# WHAT TO DO:
Go through the lines below and tally each one holding "webkit". Write only the total.

# INPUT DATA:
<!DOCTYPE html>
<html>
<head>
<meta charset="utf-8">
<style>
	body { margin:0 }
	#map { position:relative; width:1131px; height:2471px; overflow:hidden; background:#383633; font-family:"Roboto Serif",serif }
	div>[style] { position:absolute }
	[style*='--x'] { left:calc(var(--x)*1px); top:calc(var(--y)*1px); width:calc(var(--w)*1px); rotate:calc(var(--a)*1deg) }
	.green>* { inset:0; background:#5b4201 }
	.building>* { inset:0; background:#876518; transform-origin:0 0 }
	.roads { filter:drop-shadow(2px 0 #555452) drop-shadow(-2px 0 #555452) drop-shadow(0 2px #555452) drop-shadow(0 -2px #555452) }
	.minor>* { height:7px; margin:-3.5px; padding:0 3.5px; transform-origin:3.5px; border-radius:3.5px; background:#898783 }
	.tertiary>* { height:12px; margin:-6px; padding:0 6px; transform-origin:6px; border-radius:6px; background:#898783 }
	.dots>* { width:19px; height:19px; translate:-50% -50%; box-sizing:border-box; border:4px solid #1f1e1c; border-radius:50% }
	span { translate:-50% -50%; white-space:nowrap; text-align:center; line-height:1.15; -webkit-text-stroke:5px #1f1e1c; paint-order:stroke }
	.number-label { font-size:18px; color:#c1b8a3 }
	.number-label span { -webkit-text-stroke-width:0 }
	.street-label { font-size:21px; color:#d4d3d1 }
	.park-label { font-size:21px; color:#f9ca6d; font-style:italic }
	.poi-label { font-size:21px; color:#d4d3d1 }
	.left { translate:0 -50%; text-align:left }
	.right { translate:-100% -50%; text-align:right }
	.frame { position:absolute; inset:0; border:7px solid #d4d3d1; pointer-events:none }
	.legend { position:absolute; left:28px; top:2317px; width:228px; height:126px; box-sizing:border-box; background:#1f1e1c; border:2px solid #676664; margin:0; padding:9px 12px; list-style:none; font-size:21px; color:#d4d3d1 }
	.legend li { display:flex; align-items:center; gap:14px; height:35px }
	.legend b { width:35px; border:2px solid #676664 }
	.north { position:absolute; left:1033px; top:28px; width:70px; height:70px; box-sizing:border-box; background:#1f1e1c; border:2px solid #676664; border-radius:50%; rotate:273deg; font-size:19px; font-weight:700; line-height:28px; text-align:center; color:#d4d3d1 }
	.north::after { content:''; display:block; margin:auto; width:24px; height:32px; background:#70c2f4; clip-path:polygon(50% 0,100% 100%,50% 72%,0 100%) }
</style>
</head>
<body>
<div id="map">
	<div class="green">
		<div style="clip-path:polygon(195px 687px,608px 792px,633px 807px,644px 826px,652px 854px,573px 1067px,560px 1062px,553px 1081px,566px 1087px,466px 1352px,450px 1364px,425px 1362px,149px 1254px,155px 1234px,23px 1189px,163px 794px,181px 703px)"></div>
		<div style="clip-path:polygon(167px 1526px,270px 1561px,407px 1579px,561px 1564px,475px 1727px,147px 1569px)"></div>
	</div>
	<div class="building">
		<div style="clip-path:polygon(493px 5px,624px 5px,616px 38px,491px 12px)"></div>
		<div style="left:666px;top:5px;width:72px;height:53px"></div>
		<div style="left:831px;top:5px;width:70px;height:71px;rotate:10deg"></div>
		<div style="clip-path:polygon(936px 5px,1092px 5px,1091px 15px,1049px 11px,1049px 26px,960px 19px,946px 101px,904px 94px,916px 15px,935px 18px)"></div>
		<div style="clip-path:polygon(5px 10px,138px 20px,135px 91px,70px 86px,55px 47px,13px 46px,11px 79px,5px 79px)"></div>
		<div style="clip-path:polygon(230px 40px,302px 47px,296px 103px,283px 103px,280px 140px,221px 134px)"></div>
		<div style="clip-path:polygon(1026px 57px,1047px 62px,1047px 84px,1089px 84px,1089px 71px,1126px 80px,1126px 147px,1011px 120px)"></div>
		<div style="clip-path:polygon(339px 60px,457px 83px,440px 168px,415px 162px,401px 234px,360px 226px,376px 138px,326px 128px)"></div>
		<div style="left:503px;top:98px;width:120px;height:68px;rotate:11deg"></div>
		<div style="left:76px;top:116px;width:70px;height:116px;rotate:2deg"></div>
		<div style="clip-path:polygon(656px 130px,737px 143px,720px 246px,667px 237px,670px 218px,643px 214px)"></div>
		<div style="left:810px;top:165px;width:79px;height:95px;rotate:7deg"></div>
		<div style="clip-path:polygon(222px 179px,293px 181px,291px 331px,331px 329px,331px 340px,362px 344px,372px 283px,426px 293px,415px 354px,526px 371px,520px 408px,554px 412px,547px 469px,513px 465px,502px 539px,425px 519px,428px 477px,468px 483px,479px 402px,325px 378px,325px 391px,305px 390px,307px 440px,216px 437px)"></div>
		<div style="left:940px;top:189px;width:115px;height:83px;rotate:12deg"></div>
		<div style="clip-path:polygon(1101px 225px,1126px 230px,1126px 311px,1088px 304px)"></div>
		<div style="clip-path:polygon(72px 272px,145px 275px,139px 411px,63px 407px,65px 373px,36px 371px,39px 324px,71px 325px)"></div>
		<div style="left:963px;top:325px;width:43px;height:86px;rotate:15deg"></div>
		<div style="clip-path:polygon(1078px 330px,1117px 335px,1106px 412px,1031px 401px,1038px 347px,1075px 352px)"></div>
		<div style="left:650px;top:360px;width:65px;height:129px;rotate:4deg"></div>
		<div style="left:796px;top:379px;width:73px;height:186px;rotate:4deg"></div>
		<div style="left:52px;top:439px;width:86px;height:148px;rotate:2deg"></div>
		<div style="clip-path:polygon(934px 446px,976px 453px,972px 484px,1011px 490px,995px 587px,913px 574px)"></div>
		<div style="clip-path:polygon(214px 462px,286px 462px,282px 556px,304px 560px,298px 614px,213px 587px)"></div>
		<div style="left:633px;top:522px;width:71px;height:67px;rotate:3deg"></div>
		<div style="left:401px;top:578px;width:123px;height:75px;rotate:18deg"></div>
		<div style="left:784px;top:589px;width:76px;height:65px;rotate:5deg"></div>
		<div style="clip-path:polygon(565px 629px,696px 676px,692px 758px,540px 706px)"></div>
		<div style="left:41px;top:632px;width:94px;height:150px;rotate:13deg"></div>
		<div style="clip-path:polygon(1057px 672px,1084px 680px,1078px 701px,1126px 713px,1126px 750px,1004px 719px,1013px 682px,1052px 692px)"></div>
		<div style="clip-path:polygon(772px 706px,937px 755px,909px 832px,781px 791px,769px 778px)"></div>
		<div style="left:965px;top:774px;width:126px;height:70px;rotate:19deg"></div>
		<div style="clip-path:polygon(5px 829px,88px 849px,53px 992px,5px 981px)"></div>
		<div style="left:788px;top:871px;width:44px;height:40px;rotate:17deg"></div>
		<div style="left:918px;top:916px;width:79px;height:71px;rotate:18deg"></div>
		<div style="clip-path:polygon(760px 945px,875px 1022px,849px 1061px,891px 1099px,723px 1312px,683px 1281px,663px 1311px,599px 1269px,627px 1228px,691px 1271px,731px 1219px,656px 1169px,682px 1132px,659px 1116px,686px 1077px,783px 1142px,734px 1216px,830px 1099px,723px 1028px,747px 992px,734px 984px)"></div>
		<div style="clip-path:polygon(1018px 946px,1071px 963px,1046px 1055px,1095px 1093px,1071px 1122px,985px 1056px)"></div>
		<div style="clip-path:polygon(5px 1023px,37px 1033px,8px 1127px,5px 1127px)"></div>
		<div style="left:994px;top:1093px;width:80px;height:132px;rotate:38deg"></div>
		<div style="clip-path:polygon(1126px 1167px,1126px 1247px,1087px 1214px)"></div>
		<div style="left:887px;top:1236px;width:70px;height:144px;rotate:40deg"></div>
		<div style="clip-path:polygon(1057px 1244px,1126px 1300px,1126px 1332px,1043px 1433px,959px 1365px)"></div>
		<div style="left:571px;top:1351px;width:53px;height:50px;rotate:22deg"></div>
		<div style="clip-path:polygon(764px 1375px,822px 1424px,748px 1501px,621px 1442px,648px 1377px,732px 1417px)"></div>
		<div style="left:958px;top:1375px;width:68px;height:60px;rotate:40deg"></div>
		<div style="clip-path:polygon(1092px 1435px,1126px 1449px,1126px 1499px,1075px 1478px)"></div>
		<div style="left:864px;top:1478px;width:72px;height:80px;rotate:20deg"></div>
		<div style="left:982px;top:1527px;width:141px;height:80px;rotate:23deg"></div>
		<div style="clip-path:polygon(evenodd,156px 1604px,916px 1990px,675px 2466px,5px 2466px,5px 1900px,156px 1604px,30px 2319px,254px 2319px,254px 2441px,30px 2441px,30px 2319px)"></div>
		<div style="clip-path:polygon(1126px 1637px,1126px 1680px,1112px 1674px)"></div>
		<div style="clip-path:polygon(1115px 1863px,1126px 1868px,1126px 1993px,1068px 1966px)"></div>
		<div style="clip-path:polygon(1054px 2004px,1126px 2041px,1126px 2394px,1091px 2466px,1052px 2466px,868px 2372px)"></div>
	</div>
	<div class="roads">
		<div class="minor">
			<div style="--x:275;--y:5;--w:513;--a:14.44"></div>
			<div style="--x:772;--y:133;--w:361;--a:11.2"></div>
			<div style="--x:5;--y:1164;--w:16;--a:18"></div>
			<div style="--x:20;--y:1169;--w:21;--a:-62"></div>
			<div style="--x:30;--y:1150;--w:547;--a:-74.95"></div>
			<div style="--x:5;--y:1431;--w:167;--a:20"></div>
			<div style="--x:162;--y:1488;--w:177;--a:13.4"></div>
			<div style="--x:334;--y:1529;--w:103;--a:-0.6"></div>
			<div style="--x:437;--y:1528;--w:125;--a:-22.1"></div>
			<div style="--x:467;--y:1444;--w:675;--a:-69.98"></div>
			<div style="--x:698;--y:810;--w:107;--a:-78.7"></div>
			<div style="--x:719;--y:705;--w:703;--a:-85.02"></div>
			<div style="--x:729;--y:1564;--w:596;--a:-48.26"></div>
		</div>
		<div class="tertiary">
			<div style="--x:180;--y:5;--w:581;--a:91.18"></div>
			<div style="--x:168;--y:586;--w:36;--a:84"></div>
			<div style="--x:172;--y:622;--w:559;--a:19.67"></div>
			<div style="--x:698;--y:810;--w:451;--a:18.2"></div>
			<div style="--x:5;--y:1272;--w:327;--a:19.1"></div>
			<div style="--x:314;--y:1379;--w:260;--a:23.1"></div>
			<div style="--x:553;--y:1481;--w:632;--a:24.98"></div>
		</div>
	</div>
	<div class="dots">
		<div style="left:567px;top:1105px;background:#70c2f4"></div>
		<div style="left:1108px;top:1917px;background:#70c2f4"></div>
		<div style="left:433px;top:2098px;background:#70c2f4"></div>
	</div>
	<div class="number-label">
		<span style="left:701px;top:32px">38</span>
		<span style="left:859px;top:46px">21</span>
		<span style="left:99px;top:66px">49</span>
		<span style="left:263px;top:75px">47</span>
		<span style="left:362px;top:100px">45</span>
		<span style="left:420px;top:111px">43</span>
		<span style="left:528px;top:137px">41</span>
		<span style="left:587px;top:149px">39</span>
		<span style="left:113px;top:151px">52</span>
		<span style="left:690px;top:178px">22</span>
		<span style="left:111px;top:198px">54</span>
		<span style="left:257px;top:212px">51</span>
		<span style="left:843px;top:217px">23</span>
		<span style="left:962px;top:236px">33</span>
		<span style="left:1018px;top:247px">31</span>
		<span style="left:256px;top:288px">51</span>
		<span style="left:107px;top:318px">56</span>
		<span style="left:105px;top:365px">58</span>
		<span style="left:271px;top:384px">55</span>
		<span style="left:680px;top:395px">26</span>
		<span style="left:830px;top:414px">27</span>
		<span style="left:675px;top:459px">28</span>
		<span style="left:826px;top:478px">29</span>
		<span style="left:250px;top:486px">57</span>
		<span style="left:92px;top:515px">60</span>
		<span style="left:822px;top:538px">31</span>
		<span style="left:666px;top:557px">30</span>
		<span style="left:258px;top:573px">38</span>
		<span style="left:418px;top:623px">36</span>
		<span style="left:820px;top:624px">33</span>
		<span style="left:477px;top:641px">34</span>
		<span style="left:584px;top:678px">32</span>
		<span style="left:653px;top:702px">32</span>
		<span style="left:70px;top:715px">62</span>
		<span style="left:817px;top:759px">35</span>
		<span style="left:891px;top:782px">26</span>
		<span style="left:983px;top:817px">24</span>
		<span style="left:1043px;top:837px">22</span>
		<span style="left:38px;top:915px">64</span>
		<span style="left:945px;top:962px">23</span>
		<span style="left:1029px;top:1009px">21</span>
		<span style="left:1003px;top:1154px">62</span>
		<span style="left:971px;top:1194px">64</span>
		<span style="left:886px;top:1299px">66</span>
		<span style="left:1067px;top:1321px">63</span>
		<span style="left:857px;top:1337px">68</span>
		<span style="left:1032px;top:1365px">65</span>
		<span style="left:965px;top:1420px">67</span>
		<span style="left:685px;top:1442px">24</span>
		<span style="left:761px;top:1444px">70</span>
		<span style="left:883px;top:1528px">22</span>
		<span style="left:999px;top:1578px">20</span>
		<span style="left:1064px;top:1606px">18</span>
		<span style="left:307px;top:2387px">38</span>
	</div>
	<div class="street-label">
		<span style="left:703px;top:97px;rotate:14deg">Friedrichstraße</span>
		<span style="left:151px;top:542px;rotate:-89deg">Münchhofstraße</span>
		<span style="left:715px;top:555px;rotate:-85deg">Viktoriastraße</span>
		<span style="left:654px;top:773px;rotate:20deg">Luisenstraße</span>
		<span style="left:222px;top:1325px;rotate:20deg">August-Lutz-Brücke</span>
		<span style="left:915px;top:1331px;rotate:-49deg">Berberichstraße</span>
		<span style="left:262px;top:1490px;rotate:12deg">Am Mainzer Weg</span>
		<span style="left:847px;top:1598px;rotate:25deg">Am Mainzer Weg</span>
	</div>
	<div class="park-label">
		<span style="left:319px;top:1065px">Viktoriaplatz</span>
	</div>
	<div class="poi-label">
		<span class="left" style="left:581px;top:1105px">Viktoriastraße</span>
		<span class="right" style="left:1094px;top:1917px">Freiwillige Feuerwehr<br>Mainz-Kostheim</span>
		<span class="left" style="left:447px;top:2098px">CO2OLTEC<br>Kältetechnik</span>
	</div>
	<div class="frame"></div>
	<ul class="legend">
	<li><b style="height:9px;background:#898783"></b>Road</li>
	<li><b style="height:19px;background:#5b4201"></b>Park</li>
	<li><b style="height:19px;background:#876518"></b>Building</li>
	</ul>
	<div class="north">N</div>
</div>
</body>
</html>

# OUTPUT FOR THIS EXERCISE:
2